In questo articolo parliamo di:
La nuova disciplina per il settore dei restauratori:
Ebbene con le modifiche apportate dal disegno di legge del Governo alcune cose andrebbero diversamente e subirebbero cambiamenti di rilievo; e non tutti sembrano esser ed’accordo.
Tra le voci di dissenso che si sono sollevate dopo l’approvazione del ddl, vi è stata quella dell’ Associazione “La Ragione del Restauro” , una associazione con sede a Firenze che si propone di salvaguardare il prestigio e la dignità professionale degli operatori del settore del restauro. E che non approva il ddl del governo in materia di procedure di selezione pubblica per il riconoscimento delle qualifiche professionali di restauratore e di collaboratore restauratore dei beni culturali, come ci spiega il presidente della associazione, Andrea Cipriani:
“E’ in atto un riordino del nostro settore per cui il ministero ha indetto una selezione pubblica in base alla quale si riconosceranno i titoli di restauratore di beni culturali e collaboratore restauratore. E fin qui siamo d’accordo anche noi, perché il settore tutto, così come la formazione, era lasciato un po’ in balia di se stesso e mancava una regolamentazione nazionale. Quindi va bene un riordino, ma il problema è sul come viene fatto.”

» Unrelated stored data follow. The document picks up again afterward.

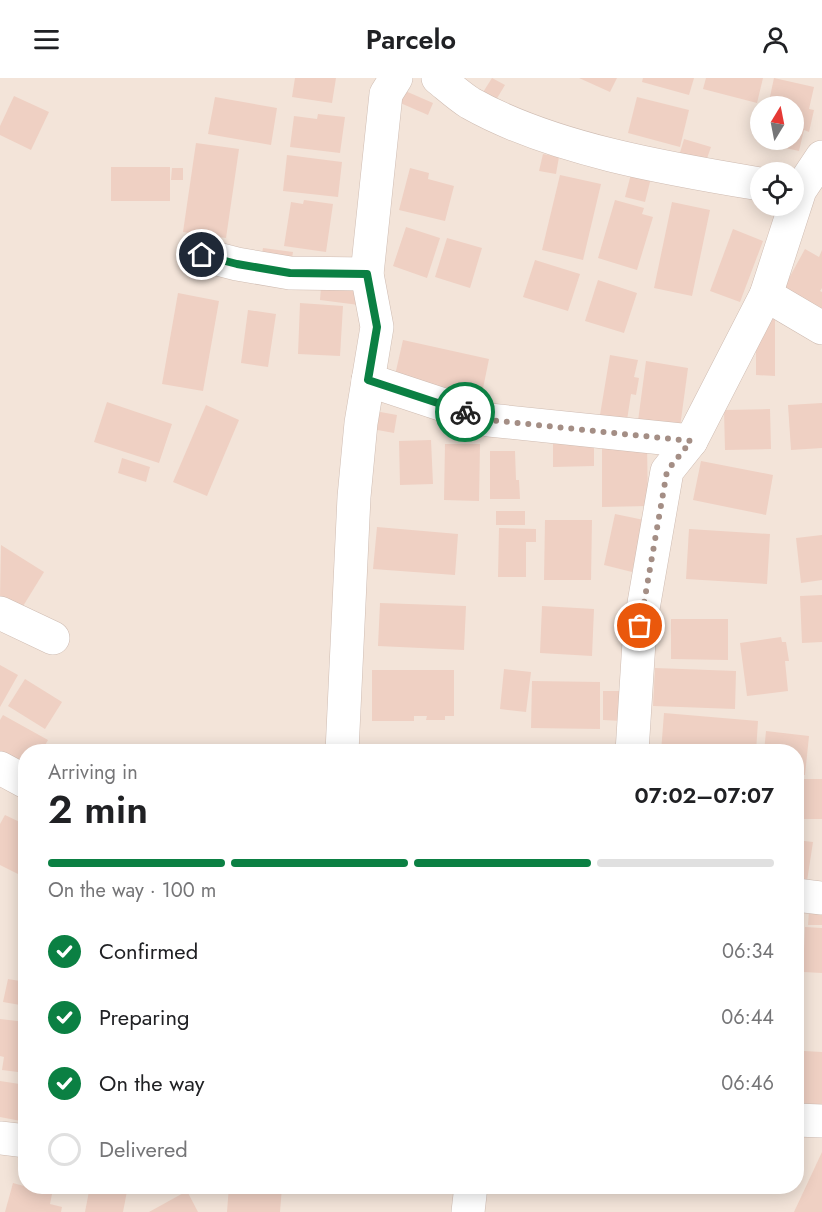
<!DOCTYPE html>
<meta charset="utf-8">
<style>
:root{--surface:#fff;--page:#f2f2f2;--text:#202124;--muted:#757577;--line:#e0e0e0;--accent:#0b8043}
body{margin:0;font-family:Jost,sans-serif;background:var(--page);color:var(--text);height:100vh;display:flex;flex-direction:column;font-size:22px;white-space:nowrap}
*{box-sizing:border-box;margin:0}
p{font-size:20px;color:var(--muted)}
.icon{flex:none;width:33px;height:33px;fill:none;stroke:currentColor;stroke-width:2;stroke-linecap:round;stroke-linejoin:round}
.map{position:relative;flex:1;overflow:hidden}
.details{position:absolute;left:18px;top:666px;width:786px;height:450px;display:flex;flex-direction:column;background:var(--surface);border-radius:24px;box-shadow:0 3px 15px #0003}
.details>*{flex:none}
.needle{width:39px;rotate:10deg}
.fabs{position:absolute;left:750px;top:18px;display:grid;gap:12px}
.fabs a{display:grid;place-items:center;width:54px;height:54px;border-radius:50%;background:var(--surface);box-shadow:0 3px 15px #0003;font-size:30px}
.pin{position:absolute;display:grid;place-items:center;width:51px;height:51px;color:#fff;margin:-26px;border:3px solid #fff;border-radius:50%;box-shadow:0 2px 6px #0007}
.courier{position:absolute;display:grid;place-items:center;width:60px;height:60px;margin:-30px;border:4px solid #0b8043;border-radius:50%;background:#fff;color:#222;box-shadow:0 2px 8px #0007}
.overview em{font-style:normal;font-weight:600}
.overview div{display:flex;flex-direction:column-reverse}
.overview{display:flex;align-items:center;justify-content:space-between;height:102px;padding:0 30px}
h1{font-size:39px;font-weight:600;line-height:45px}
.bar{display:grid;grid-template-columns:repeat(4,1fr);gap:9px 6px;align-content:center;height:72px;padding:0 30px}
.bar i{height:8px;border-radius:4px;background:var(--line)}
.bar .current{background:var(--accent)}
.bar p{grid-column:span 4}
ol{padding:0 30px;list-style:none}
li{display:flex;align-items:center;gap:18px;height:66px}
li p{margin-inline-start:auto}
li .icon{padding:6px;border-radius:50%;background:var(--accent);color:#fff;stroke-width:4}
li:last-child{color:var(--muted)}
li i{width:33px;height:33px;border:3px solid var(--line);border-radius:50%}
header{display:flex;justify-content:space-between;align-items:center;height:78px;padding:0 30px;background:var(--surface);font-size:27px;font-weight:600}
.map>svg:first-child{display:block}
.residential{fill:#f3e4d9;fill-rule:evenodd}
.building{fill:#efd0c3}
.lines{fill:none;stroke-linecap:round;stroke-linejoin:round}
.minor-casing{stroke:#cfbcb2;stroke-width:34}
.minor{stroke:#fff;stroke-width:33}
.done{stroke:#a48e85;stroke-width:6;stroke-dasharray:0 10.8}
.route{stroke:#0b8043;stroke-width:8}
</style>
<header><svg class="icon" aria-label="menu" viewBox="0 0 24 24"><path d="M4 6h16M4 12h16M4 18h16"/></svg>Parcelo<svg class="icon" aria-label="person" viewBox="0 0 24 24"><circle cx="12" cy="8" r="4"/><path d="M4 21q1-7 8-7t8 7"/></svg></header>
<div class="map">
<svg width="822" height="1134" viewBox="0 0 822 1134">
<rect width="100%" height="100%" fill="#fbf3ea"/>
<path class="residential" d="M0 0H822V1134H0ZM760 28H794V62H760ZM760 94H794V128H760ZM26 674H796V1108H26Z"/>
<g class="building">
<path d="M295 0H336L332 25 292 19Z"/>
<path d="M492 0 505 7 493 27 480 19Z"/>
<path d="M579 0H617L610 14Z"/>
<path d="M643 0H694L689 17 642 4Z"/>
<path d="M706 0H763L757 25 703 11Z"/>
<path d="M774 0 814 9 809 31 814 32 809 54 804 52 799 73 759 64 760 62H794V28H768Z"/>
<path d="M403 12 433 25 428 37 398 24Z"/>
<path d="M14 18 49 34 31 72 0 57V48Z"/>
<path d="M215 19 277 30 271 67 208 56Z"/>
<path d="M637 19 689 32 680 69 628 55Z"/>
<path d="M318 36 345 39 340 75 290 69 294 38 317 41Z"/>
<path d="M684 61 711 69 705 86 679 78Z"/>
<path d="M196 65 239 71 226 160 183 154Z"/>
<path d="M543 76 559 79 556 96 539 93Z"/>
<path d="M287 77 342 84 338 119 283 113Z"/>
<rect x="111" y="89" width="59" height="34"/>
<path d="M172 90H183V102H171Z"/>
<path d="M410 90 429 95 428 101 454 108 445 143 399 132Z"/>
<path d="M631 96 651 100 645 124 625 119Z"/>
<path d="M560 97 601 106 583 182 542 172Z"/>
<path d="M304 122 333 126 326 174 284 168 291 124 303 126Z"/>
<path d="M615 122 644 130 642 136 653 139 637 192 598 180Z"/>
<path d="M672 124 710 132 692 218 654 210Z"/>
<path d="M406 149 440 160 427 200 393 188Z"/>
<path d="M733 151 763 163 740 224 710 213Z"/>
<path d="M447 160 482 170 470 210 435 199Z"/>
<path d="M263 170 293 174 291 186 261 181Z"/>
<path d="M805 171 819 179 822 172V210L820 213 822 214V233L783 211Z"/>
<path d="M535 182 580 196 568 233 523 219Z"/>
<path d="M598 202 637 215 624 255 585 243Z"/>
<path d="M321 209 361 214 359 227 320 222Z"/>
<path d="M178 215 219 223 203 313 162 306Z"/>
<path d="M300 225 343 228 340 278 298 276Z"/>
<path d="M248 232 276 236 268 289 241 285Z"/>
<path d="M775 237V298L756 297V247Z"/>
<path d="M403 262 489 281 480 325 393 306Z"/>
<path d="M610 277 638 282 634 299 639 300 636 317 631 316 627 342 600 337Z"/>
<path d="M646 283 688 290 680 349 638 343Z"/>
<path d="M107 324 172 346 159 385 94 364Z"/>
<path d="M822 325V370L791 372 788 327Z"/>
<path d="M206 327 239 342 207 418 173 404Z"/>
<path d="M770 331 771 371 725 372 724 332Z"/>
<path d="M375 333 397 337 394 355 372 351Z"/>
<path d="M431 362 433 406 400 407 399 363Z"/>
<path d="M594 365V388L553 389V366Z"/>
<path d="M445 366H480L479 423 444 422Z"/>
<path d="M602 366H647L648 428 602 429Z"/>
<path d="M490 373H515L516 402H519L520 421H490Z"/>
<path d="M122 380 150 389 146 404 118 395Z"/>
<path d="M701 383 773 397 766 437 693 422Z"/>
<rect x="496" y="433" width="29" height="14"/>
<path d="M615 436 644 442 632 494 604 487Z"/>
<path d="M545 442H592L591 502H544Z"/>
<path d="M377 449 458 456 455 497 373 491Z"/>
<path d="M499 450 536 451V464H526V499H498Z"/>
<path d="M689 451 770 456 767 506 686 501Z"/>
<path d="M822 457V502L801 505 796 460Z"/>
<path d="M1 467 44 494 20 533 0 521Z"/>
<path d="M822 517V564L802 565 800 518Z"/>
<path d="M380 525 466 528 464 572 378 568Z"/>
<path d="M542 528 594 531 592 578 540 575Z"/>
<path d="M671 541H728V582L671 581Z"/>
<path d="M781 559 782 564H786L789 583H785L788 613 747 618 740 565Z"/>
<path d="M0 587 18 597 0 629Z"/>
<path d="M655 590 736 593 735 631 653 628Z"/>
<path d="M504 591 531 594 526 634 500 631Z"/>
<path d="M372 592H454V638H445V642H426L427 638H414V643H372Z"/>
<path d="M25 601 62 624 45 651 8 628Z"/>
<path d="M532 603 600 604V651L531 650Z"/>
<path d="M603 613H622V643L603 642Z"/>
<path d="M664 635 758 643 756 674H661Z"/>
<path d="M3 637 48 662 41 674H26V697L0 683V642Z"/>
<path d="M766 653 809 658 805 697H796V674H764Z"/>
<path d="M504 667 558 672V674H503Z"/>
<rect x="796" y="701" width="26" height="40"/>
<path d="M5 737 26 747V780L18 796 0 787V746Z"/>
<path d="M796 762 813 764 805 816 796 814Z"/>
<path d="M809 833H822V847H808Z"/>
<path d="M805 849 822 850V895L803 894Z"/>
<path d="M8 901 26 904V928L3 924Z"/>
<path d="M0 941 26 944V995L2 992 4 979 0 978Z"/>
<path d="M804 973 822 974V1035L799 1033Z"/>
<path d="M0 1003 26 1007V1044L0 1039Z"/>
<path d="M822 1074V1134H794Z"/>
<path d="M13 1105 52 1116 50 1126 62 1129 61 1134H5Z"/>
<path d="M90 1108H128L123 1134H85Z"/>
<path d="M229 1108 282 1109 280 1134H227Z"/>
<path d="M187 1113 198 1134H149Z"/>
</g>
<g class="lines">
<defs>
<g id="minor">
<path d="M438 0C448 8 459 18 470 25 551 71 669 91 760 106"/>
<path d="M202 177 237 186 290 195 367 196"/>
<path d="M766 217 822 250"/>
<path d="M368 302 489 342 691 363"/>
<path d="M0 535 53 560"/>
<path d="M342 674 354 419 361 345 377 249 367 196 386 16 396 0"/>
<path d="M632 674 640 548 667 393 691 363 766 217 800 112 822 79"/>
<path d="M0 690 26 704"/>
<path d="M796 817 822 820"/>
<path d="M796 1042 822 1043"/>
<path d="M0 1060 26 1063"/>
<path d="M468 1134 471 1108"/>
</g>
</defs>
<use href="#minor" class="minor-casing"/>
<use href="#minor" class="minor"/>
</g>
<g class="lines">
<path class="done" d="M465 334 489 342 691 363 667 393 640 548"/>
<path class="route" d="M202 177 237 186 290 195 367 196 377 249 368 302 465 334"/>
</g>
</svg>
<div class="fabs">
<a><svg class="needle" viewBox="-14 -14 28 28"><path d="M0-13l5 13h-10z" fill="#e53935"/><path d="M0 13l5-13h-10z" fill="#757577"/></svg></a>
<a><svg class="icon" aria-label="locate" viewBox="0 0 24 24"><circle cx="12" cy="12" r="6"/><path d="M12 2v4M12 18v4M2 12h4M18 12h4"/></svg></a>
</div>
<div class="pin" style="left:640px;top:548px;background:#ea580c"><svg class="icon" aria-label="bag" viewBox="0 0 24 24"><path d="M5 8h14l-1 12H6zM9 8a3 3 0 0 1 6 0"/></svg></div>
<div class="pin" style="left:202px;top:177px;background:#1f2937"><svg class="icon" aria-label="home" viewBox="0 0 24 24"><path d="M3 11l9-7 9 7M6 9v11h12V9"/></svg></div>
<div class="courier" style="left:465px;top:334px"><svg class="icon" aria-label="bike" viewBox="0 0 24 24"><circle cx="6" cy="16" r="4"/><circle cx="18" cy="16" r="4"/><path d="M6 16l4-8h5l3 8M10 8l3 8H6M13 5h3"/></svg></div>
<section class="details">
<div class="overview"><div><h1>2 min</h1><p>Arriving in</p></div><em>07:02–07:07</em></div>
<div class="bar"><i class="current"></i><i class="current"></i><i class="current"></i><i></i><p>On the way · 100 m</p></div>
<ol>
<li><svg class="icon" aria-label="check" viewBox="0 0 24 24"><path d="M5 12l5 5 9-10"/></svg>Confirmed<p>06:34</p></li>
<li><svg class="icon" aria-label="check" viewBox="0 0 24 24"><path d="M5 12l5 5 9-10"/></svg>Preparing<p>06:44</p></li>
<li><svg class="icon" aria-label="check" viewBox="0 0 24 24"><path d="M5 12l5 5 9-10"/></svg>On the way<p>06:46</p></li>
<li><i></i>Delivered</li>
</ol>
</section>
</div>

Cosa non convince del ddl?
“Per acquisire il titolo di restauratore di beni culturali si deve presentare tutta una serie di documentazioni inerenti ai lavori svolti in passato; il problema è che si considerano validi per prendere il titolo i lavori fatti fino al 2001, andando così ad eliminare 11 anni di attività professionale legittima.”
Come acquisire il titolo di restauratore:
In base al testo del ddl, in sostanza, verrebbe preso come limite temporale per il conseguimento dei requisiti richiesti la data del 16 dicembre 2001 (data di entrata in vigore del decreto ministeriale 420/2001). “Dal 2001 in avanti non viene data la possibilità di certificare i lavori svolti: uno per assurdo potrebbe aver restaurato la Gioconda o svolto un qualsiasi altro lavoro autorizzato e seguito dal Ministero, e tuttavia lo stesso Ministero non riconosce questo lavoro se svolto dopo il 2001. Noi contestiamo questo limite temporale del 2001, è un fatto inedito che non accade in qualsiasi altra categoria professionale.”
Quali sono le motivazioni di questo limite temporale?
“La motivazione è che questa legge entrò in vigore nel 2001, quando si decise che da quel momento in poi sarebbe stata fatta una selezione pubblica; selezione che è stata fata dopo 11 anni. In questo modo intere generazioni di restauratori, quelli intorno ai 30 e 40 anni, si troverebbero esclusi.”
Come mai secondo voi è stata presa questa decisione?
“Secondo noi perché in questo modo non verrebbero sottoposti all’ esame o alla presentazione di documenti solo quelli che sono stati diplomati presso le scuole statali, che sono 2 (Firenze Roma); ecco, tutti questi acquisirebbero la qualifica ope legis e avrebbero il titolo.”
E tutti gli altri?
“Tutti gli altri dovrebbero adeguarsi o presentando la documentazione fino al 2001, o in alternativa il ministero ha indetto per tutte queste persone, che sono quasi 15mila, un esame che si terrà una tantum. Qualora non venisse superato non si avrebbe il titolo di restauratore”.
La protesta dei restauratori:
È da molto che protestate per questa situazione?
“In questi 2 anni ci siamo dati molto da fare interessando anche Camera, Senato, le cui commissioni cultura hanno imposto al governo di rivedere questo articolo 182 del codice e di spostare la data dal 2001 ad oggi; in base al ddl il Governo non sembra aver recepito questo parere delle commissioni cultura. Ha anche inviato il testo alla Conferenza Stato-Regioni per avere un parere consultivo, e la Conferenza ha dato parere positivo ma vincolato al fatto che venga spostata la data ad oggi. Quindi nemmeno l’appunto della Conferenza Stato-Regioni sembra esser stato recepito.”
Cosa farete a breve?
“II questo momento siamo in attesa dell’ iter parlamentare. Ovviamente ci faremo sentire nuovamente dalle commissioni cultura quando sarà il momento. Anche perché ci tengo a dire che tutto questo patrimonio di persone è un patrimonio anche per la nazione; su di noi si è investito, oltre che a noi stessi la nostra formazione è costata anche allo stato: e ora, nel pieno dell’ attività professionale e nel momento di maggior consapevolezza, veniamo esclusi e tagliati fuori.”